Savannah Chocolate Cake with Hot Fudge Sauce Recipe by Paula Deen

Easy Level
75 MIN 20 Prep + 55 Cook
20 Servings
$ /Serving

Ingredients

  • 2 cups brown sugar
  • 1/2 cup vegetable shortening
  • 1 cup buttermilk
  • 1 1/4 teaspoons vanilla, plus 1 teaspoon for cake
  • 2 1/2 oz unsweetened chocolate, divided
  • 3 eggs
  • 2 cup all-purpose flour, sifted
  • 1 teaspoon baking soda
  • 1/2 teaspoon salt
  • 1 (4 oz) bar German chocolate
  • 8 tablespoons butter
  • 3 cups powdered sugar
  • 1 2/3 cups evaporated milk

Preparation

Preheat oven to 350°. Cream together brown sugar and shortening; add buttermilk and 1 teaspoon vanilla.

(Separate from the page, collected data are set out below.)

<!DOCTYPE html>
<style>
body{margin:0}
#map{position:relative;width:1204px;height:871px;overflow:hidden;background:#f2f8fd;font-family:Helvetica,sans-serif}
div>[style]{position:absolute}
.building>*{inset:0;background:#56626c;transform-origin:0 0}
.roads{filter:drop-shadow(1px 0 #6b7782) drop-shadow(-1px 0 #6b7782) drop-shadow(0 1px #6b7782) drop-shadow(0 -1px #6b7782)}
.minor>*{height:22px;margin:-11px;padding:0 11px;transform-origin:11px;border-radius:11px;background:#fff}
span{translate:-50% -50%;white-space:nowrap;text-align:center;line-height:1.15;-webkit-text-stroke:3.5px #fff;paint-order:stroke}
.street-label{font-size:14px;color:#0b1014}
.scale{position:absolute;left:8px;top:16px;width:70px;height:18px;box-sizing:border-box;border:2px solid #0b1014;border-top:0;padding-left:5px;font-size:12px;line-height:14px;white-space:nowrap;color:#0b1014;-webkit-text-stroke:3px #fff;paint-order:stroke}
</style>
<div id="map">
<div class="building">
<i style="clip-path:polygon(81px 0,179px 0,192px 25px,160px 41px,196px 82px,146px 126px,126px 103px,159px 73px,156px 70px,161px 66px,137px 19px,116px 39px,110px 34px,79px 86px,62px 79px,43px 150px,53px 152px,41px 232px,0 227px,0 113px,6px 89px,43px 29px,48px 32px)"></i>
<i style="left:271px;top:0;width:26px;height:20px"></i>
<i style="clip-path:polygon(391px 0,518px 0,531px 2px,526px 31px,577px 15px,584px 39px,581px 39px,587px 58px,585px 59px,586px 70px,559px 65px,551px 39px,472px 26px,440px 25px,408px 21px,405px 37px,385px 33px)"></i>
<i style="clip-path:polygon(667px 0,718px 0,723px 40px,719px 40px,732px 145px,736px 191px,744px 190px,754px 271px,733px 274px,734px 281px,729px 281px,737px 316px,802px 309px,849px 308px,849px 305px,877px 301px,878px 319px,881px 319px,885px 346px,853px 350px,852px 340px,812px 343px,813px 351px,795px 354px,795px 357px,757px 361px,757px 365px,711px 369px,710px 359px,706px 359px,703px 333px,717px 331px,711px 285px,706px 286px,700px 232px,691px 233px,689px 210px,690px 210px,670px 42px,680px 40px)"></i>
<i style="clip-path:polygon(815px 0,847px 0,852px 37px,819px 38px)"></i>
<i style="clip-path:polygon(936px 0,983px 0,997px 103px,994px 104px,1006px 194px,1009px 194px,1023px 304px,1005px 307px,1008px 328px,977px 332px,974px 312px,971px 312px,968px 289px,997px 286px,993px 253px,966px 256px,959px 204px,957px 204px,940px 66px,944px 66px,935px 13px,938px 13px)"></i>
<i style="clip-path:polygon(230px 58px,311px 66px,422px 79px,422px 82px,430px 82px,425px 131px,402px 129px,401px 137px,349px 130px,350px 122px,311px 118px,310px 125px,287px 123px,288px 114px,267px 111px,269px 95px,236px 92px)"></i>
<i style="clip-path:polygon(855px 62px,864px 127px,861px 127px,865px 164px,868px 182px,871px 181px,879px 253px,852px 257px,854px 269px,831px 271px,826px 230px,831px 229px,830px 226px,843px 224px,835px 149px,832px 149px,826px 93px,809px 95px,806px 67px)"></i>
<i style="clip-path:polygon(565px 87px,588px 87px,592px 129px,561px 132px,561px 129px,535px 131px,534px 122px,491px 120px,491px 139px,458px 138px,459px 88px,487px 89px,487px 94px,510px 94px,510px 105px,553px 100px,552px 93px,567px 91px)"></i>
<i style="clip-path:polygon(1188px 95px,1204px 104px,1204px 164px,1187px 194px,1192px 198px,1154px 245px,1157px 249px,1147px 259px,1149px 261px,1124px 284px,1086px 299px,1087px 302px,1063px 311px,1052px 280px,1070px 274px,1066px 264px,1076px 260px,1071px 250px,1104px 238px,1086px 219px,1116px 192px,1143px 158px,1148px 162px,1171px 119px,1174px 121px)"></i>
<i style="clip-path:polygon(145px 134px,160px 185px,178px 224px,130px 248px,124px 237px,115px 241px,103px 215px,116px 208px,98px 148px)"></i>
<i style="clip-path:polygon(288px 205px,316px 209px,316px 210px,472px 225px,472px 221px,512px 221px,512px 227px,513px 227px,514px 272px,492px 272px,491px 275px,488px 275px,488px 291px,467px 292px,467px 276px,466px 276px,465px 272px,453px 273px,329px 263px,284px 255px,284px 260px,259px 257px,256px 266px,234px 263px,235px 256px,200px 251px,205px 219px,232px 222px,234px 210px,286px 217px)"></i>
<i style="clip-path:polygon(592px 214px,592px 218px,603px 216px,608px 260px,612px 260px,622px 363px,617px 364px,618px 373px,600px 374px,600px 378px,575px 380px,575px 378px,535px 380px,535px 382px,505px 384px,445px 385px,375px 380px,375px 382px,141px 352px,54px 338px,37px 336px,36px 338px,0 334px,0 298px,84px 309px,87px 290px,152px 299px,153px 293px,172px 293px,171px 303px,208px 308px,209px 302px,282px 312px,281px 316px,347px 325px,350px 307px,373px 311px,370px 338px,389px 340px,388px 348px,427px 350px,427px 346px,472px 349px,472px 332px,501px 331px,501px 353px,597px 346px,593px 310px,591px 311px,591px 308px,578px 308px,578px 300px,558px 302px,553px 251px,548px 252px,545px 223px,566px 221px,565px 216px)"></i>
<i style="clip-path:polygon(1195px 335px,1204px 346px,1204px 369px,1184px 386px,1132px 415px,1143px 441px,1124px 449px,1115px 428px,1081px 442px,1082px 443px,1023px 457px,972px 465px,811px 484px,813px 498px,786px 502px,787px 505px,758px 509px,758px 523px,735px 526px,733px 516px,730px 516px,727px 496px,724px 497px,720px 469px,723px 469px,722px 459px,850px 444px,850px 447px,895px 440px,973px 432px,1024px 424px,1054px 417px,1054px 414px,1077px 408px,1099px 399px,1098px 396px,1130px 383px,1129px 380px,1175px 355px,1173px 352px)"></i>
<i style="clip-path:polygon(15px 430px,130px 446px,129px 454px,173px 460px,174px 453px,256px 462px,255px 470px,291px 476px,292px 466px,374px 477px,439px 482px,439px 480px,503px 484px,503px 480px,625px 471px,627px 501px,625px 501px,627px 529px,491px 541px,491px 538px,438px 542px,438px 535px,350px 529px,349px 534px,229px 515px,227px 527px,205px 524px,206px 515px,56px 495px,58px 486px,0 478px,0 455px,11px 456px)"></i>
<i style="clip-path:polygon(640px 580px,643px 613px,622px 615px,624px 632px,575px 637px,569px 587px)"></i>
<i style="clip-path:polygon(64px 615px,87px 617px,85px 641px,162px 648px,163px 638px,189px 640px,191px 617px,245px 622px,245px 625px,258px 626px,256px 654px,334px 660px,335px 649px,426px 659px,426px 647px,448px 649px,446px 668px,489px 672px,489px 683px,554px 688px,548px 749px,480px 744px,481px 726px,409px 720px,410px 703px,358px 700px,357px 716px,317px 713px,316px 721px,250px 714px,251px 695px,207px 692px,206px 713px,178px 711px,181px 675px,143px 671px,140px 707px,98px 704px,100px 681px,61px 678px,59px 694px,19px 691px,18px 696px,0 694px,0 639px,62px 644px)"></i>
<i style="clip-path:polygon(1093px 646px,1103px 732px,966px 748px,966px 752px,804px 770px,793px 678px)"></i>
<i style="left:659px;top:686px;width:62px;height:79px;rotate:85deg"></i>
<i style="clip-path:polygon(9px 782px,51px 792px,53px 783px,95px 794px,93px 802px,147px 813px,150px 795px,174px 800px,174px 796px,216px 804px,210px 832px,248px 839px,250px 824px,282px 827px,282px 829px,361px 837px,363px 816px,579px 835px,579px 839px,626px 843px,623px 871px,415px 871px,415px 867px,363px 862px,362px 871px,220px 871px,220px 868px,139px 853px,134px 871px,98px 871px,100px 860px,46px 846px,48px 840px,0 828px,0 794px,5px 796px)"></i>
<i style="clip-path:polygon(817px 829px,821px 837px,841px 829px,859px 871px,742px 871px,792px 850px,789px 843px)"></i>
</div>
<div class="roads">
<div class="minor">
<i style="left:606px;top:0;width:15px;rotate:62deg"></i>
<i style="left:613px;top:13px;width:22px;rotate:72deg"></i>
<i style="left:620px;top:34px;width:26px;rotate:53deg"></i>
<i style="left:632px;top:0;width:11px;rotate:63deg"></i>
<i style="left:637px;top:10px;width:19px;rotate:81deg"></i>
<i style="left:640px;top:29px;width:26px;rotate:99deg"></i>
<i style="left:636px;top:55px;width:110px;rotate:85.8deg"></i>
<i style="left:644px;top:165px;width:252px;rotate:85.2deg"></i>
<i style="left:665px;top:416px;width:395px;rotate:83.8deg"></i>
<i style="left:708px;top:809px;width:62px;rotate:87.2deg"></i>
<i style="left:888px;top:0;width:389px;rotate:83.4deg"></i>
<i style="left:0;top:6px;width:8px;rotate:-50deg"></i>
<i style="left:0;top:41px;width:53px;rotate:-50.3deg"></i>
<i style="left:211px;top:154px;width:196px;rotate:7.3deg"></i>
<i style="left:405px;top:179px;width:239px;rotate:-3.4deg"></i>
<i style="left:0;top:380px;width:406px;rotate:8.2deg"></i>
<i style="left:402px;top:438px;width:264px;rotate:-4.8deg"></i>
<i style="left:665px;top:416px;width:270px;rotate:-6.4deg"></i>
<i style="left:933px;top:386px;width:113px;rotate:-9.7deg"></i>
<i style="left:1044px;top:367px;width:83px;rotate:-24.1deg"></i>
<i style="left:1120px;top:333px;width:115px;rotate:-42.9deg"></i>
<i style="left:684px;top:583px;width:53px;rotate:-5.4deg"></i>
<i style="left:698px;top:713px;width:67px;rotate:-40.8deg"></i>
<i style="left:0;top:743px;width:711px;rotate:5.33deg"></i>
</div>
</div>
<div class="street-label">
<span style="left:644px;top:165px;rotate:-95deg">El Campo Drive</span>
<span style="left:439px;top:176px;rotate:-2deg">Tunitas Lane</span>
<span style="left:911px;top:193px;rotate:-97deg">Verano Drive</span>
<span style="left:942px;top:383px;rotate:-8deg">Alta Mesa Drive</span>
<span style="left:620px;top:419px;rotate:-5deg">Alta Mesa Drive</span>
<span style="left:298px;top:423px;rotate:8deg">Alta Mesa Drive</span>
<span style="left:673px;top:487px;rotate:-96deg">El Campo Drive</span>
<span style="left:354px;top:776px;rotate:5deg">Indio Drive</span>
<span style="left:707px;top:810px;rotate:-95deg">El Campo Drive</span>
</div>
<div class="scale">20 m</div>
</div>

Add melted 2 oz chocolate, then add eggs one at a time. Sift together flour, baking soda and salt and add to creamed mixture; beat for 2 minutes. Pour into a 13 x 9 x 2-inch greased, floured pan. Bake for 40 to 45 minutes.

 

Hot Fudge Sauce:

 

Melt chocolate and butter in saucepan over very low heat. Stir in powdered sugar, alternating with evaporated milk, blending well. Bring to a boil over medium heat, stirring constantly. Cook and stir until mixture becomes thick and creamy, about 8 minutes. Stir in 1 1/4 teaspoons vanilla; serve warm over Savannah Chocolate Cake (or your favorite sheet cake).